Grand Rapids Mayor John Logie and city administrators have come a long way in removing impediments to doing business in the city, especially when contrasted to the bureaucratic “just say no” policies of the 1980s, illustrated by the stalling and then loss of the Spaghetti Factory’s want to locate in the entertainment district.
There are more than 2,000 neighborhood businesses operating in the city, the vast majority of them small businesses, from manufacturers to service and retail. It is therefore incongruent to hear sitting city commissioners say business is not “a constituency” or that “most business owners do not live in the city.” Incredulously, one of these commissioners (to date, running unopposed for re-election) “represents” the Eastown neighborhood, which is indeed packed with a dazzling array of businesses, whose owners certainly live in the city. Or perhaps the commissioner does not represent owners like Les Allen whose businesses are on South Division, Wealthy and Franklin. Or Pat Pulliam who untiringly runs the Grand Rapids Times with her husband. Irma Rodruiguez at La Loma Restaurant or Fausto and Paula Rosario at Santo Domingo Grocery. West Side businesses are among some of the oldest in Grand Rapids, but it matters not into which neighborhood one ventures. Whether it’s Leonard, North Park, Monroe or Michigan, to say business owners, single-shingle attorneys among them, are not a constituency may be the height of ignorance — or worse — an aloofness that would give any resident pause. The taxes paid by these owners and the income taxes paid by innumerable employees working and/or living in the city evidently matters little compared to the number of votes in a particular ward on Election Day.
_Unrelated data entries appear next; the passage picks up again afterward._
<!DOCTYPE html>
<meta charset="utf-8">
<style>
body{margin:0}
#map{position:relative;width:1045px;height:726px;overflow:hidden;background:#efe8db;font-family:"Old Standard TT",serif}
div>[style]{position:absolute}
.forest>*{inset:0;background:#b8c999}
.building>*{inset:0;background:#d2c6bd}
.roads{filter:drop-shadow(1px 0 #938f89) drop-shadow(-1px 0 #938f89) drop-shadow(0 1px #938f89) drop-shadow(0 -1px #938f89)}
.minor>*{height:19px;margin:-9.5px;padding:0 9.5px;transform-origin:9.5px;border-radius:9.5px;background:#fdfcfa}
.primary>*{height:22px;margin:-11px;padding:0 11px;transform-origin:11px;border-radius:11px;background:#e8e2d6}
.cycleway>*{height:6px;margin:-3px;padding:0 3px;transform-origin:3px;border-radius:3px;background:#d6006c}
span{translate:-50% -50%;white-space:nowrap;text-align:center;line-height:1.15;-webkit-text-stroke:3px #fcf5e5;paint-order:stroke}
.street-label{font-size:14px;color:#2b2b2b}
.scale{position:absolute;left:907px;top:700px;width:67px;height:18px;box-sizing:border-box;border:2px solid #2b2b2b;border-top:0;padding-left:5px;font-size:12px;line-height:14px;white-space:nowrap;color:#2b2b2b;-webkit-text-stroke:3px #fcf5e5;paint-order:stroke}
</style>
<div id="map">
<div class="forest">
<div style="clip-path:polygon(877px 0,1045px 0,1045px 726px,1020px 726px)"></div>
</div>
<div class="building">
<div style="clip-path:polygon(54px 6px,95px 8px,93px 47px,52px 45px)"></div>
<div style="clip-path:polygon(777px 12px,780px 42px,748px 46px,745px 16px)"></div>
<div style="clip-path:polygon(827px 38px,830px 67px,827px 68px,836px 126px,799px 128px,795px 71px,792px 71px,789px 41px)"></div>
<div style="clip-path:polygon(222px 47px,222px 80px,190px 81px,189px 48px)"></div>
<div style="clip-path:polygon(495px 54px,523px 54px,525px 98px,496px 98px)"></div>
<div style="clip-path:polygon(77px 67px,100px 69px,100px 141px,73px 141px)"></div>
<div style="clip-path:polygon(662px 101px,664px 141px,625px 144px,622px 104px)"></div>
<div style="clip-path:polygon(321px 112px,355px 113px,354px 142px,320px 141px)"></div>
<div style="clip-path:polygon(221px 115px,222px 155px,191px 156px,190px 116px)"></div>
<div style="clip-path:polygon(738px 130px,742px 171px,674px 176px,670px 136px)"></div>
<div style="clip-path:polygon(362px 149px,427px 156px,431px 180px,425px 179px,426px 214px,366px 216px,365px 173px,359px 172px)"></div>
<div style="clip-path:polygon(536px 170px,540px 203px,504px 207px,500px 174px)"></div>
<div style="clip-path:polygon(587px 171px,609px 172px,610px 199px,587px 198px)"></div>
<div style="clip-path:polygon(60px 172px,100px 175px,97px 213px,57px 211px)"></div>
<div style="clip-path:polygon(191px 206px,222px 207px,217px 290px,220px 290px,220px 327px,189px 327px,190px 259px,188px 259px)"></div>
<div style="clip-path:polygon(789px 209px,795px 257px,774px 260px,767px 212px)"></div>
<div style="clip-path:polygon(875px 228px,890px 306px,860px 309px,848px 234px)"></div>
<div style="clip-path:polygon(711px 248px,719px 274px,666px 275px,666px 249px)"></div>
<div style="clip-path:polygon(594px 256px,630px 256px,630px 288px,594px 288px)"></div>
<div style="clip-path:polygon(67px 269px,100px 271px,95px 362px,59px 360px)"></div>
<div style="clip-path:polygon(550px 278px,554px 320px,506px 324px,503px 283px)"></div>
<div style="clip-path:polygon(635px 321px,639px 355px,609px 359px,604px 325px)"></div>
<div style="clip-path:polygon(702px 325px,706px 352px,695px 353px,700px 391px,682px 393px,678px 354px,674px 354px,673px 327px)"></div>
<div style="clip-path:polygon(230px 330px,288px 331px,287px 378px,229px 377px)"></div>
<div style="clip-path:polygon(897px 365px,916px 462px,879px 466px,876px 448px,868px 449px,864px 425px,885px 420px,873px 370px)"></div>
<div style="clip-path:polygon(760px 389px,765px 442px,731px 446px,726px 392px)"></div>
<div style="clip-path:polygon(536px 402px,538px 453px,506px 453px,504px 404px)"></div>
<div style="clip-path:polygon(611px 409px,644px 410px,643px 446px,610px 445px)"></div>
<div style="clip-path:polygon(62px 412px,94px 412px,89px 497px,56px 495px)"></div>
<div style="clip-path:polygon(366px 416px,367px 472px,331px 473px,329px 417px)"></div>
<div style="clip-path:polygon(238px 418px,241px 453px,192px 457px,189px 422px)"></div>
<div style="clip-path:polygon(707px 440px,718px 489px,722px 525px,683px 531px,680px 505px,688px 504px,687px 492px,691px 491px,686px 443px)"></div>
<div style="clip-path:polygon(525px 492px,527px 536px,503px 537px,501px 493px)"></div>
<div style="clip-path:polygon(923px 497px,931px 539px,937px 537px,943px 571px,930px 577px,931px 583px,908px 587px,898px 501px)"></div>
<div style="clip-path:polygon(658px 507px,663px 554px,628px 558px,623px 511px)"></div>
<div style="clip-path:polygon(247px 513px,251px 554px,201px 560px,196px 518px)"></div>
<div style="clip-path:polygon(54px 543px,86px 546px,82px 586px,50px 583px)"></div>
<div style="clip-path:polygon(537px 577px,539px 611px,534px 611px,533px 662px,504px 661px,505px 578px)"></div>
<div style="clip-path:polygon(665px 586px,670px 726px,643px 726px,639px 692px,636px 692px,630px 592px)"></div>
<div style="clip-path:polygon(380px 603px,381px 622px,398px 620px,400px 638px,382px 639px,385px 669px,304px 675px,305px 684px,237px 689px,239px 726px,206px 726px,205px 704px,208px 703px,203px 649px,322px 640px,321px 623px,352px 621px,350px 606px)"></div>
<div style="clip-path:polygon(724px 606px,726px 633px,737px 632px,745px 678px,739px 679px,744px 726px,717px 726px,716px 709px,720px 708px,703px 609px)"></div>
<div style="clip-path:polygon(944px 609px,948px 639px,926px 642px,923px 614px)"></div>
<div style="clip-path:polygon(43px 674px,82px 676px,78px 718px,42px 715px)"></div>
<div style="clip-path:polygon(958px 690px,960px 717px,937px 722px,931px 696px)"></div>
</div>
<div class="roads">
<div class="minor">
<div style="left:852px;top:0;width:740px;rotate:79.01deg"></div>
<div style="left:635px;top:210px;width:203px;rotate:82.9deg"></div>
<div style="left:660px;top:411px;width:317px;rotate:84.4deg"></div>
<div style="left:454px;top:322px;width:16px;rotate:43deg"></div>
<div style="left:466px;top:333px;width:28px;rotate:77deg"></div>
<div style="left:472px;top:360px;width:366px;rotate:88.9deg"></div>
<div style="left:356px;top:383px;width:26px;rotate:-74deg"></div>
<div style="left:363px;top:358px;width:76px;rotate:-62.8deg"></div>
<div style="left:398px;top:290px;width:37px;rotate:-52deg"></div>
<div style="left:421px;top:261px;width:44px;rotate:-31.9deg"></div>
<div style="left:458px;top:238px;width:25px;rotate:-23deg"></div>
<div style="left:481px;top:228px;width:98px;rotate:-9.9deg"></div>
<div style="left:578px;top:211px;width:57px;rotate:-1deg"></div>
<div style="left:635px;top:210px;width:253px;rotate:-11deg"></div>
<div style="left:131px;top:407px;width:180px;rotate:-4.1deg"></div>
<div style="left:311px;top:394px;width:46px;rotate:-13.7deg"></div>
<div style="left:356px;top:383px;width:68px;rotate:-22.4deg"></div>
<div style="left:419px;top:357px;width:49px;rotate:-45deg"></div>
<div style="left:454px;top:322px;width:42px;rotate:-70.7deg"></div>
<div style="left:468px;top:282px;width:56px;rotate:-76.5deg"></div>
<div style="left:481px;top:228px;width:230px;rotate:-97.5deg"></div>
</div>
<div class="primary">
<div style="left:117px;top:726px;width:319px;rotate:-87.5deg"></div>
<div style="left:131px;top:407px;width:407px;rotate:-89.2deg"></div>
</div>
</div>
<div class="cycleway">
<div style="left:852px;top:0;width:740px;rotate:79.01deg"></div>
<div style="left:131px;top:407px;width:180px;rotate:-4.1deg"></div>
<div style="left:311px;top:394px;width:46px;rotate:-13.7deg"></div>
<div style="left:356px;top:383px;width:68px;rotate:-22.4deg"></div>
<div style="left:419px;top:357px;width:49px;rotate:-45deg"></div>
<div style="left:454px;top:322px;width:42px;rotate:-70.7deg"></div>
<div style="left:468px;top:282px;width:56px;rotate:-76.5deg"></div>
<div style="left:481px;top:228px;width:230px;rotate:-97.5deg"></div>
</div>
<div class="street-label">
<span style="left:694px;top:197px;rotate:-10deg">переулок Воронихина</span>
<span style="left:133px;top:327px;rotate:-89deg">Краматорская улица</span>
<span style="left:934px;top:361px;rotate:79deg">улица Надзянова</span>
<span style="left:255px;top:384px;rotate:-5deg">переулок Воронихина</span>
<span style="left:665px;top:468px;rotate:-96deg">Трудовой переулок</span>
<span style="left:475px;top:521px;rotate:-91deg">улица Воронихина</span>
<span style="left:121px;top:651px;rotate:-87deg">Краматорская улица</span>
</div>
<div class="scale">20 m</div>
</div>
So it is imperative that business owners take heed and take part in the city’s ongoing solicitation of input for its new master plan. Monarch Hydraulics President John Jackoboice has worked many additional hours on the city’s “Plan Grand Rapids,” and compiled specific concerns of business owners.
The chief worry is that “a healthy business area is one in which new businesses replace outgoing businesses.” And it may become a bigger worry if such “anti-business” attitudes prevail among city commissioners.
Other concerns include the priority of public transportation and infrastructure, as well as building code issues and parking. The story on page 3 includes a full list of specific concerns. All told, these are likely to be representative of the same issues concerning residents.
Perhaps Mayor Logie’s new business initiative lies in educating those seated at his table in commission chambers. As many other cities know, business owners most often vote by leaving.